-- ACTION ITEM --
The pictures in the listing below are to be skipped, while the lines between the line holding "Task: What data" and the line holding "I am building", inclusive, are to be output exactly.

-- DATA FOR THIS TASK --
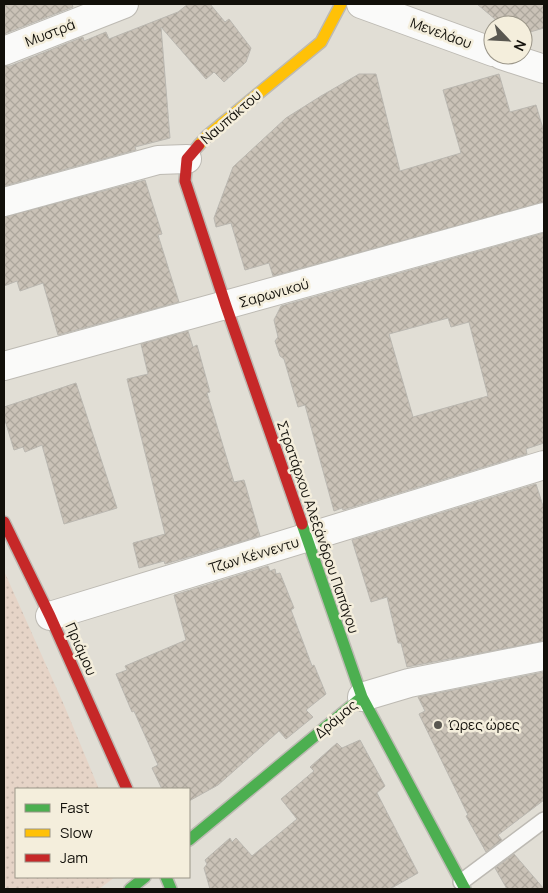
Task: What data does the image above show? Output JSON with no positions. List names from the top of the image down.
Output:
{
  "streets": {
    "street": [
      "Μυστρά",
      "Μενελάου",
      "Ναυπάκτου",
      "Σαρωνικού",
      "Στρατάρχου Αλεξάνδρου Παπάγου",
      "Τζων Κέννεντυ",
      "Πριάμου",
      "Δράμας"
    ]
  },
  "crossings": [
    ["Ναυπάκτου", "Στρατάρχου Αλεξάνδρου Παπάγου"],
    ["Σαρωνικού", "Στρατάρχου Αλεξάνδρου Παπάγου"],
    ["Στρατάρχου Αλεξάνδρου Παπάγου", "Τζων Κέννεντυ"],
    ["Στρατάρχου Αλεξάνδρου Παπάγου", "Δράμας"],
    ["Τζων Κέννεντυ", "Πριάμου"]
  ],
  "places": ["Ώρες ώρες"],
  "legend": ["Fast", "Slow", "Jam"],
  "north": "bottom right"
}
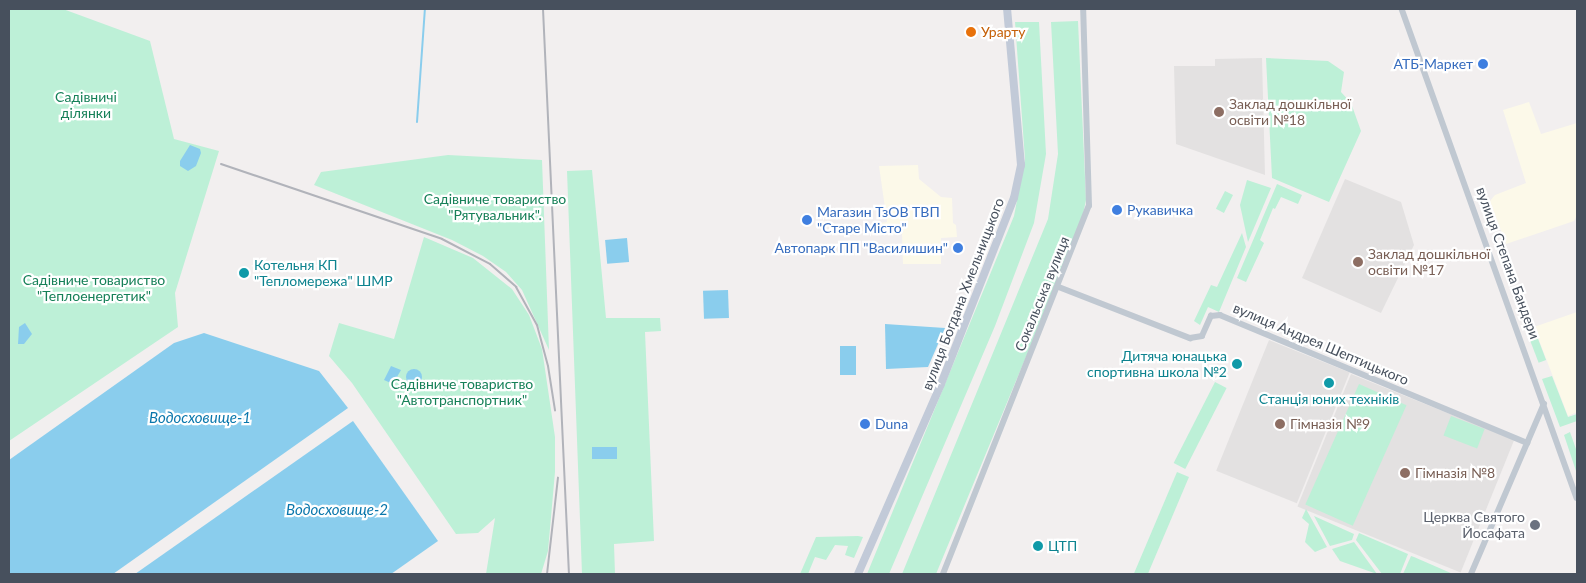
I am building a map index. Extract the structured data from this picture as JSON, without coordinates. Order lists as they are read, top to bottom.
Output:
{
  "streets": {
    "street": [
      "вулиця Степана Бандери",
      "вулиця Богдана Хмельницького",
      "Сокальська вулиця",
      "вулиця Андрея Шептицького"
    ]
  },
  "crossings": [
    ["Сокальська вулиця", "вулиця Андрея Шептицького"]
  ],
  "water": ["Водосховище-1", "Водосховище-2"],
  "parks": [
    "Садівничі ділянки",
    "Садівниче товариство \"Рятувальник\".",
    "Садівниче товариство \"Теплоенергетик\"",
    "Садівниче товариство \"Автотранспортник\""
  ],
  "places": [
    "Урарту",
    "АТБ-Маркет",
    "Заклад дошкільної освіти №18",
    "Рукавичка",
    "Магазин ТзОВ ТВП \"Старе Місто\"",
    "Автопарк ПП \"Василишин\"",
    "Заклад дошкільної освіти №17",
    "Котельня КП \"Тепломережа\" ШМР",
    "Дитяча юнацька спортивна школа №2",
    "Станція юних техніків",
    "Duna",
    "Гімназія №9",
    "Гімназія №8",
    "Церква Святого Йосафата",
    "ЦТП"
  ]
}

* * *

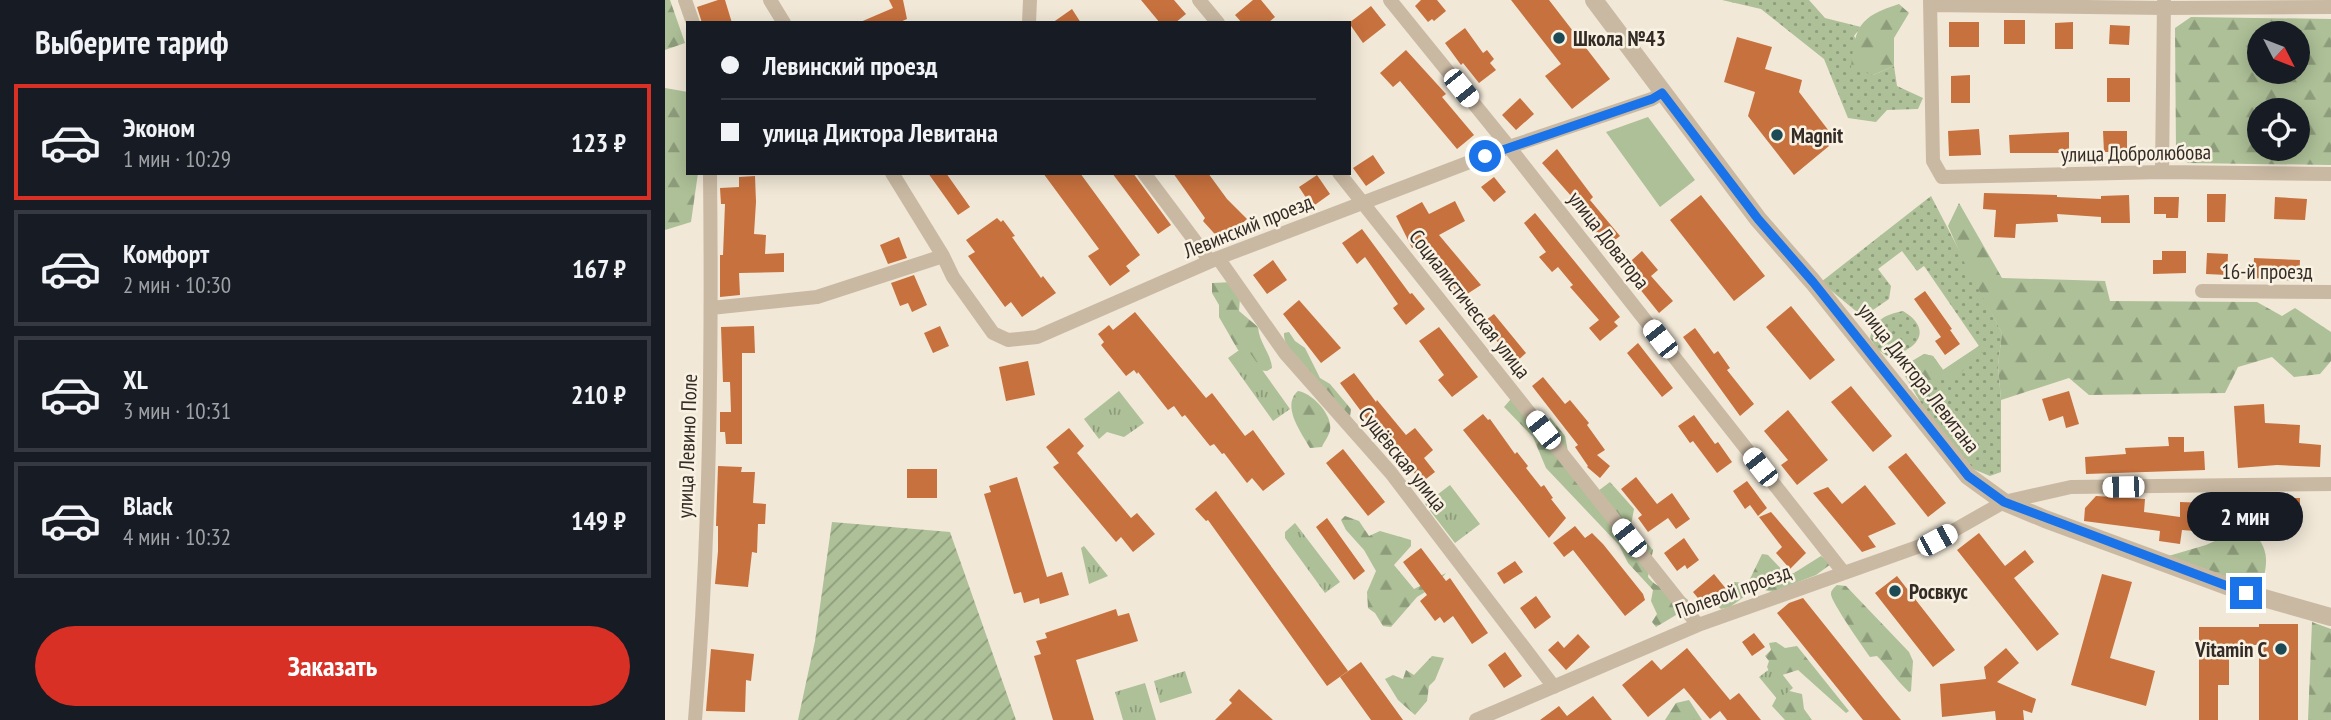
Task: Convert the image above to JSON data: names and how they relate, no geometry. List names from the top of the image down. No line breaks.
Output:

-- RESPONSE TO THE EXERCISE --
Task: What data does the image above show? Output JSON with no positions. List names from the top of the image down.
Output:
{
  "streets": {
    "street": [
      "Μυστρά",
      "Μενελάου",
      "Ναυπάκτου",
      "Σαρωνικού",
      "Στρατάρχου Αλεξάνδρου Παπάγου",
      "Τζων Κέννεντυ",
      "Πριάμου",
      "Δράμας"
    ]
  },
  "crossings": [
    ["Ναυπάκτου", "Στρατάρχου Αλεξάνδρου Παπάγου"],
    ["Σαρωνικού", "Στρατάρχου Αλεξάνδρου Παπάγου"],
    ["Στρατάρχου Αλεξάνδρου Παπάγου", "Τζων Κέννεντυ"],
    ["Στρατάρχου Αλεξάνδρου Παπάγου", "Δράμας"],
    ["Τζων Κέννεντυ", "Πριάμου"]
  ],
  "places": ["Ώρες ώρες"],
  "legend": ["Fast", "Slow", "Jam"],
  "north": "bottom right"
}
I am building a map index. Extract the structured data from this picture as JSON, without coordinates. Order lists as they are read, top to bottom.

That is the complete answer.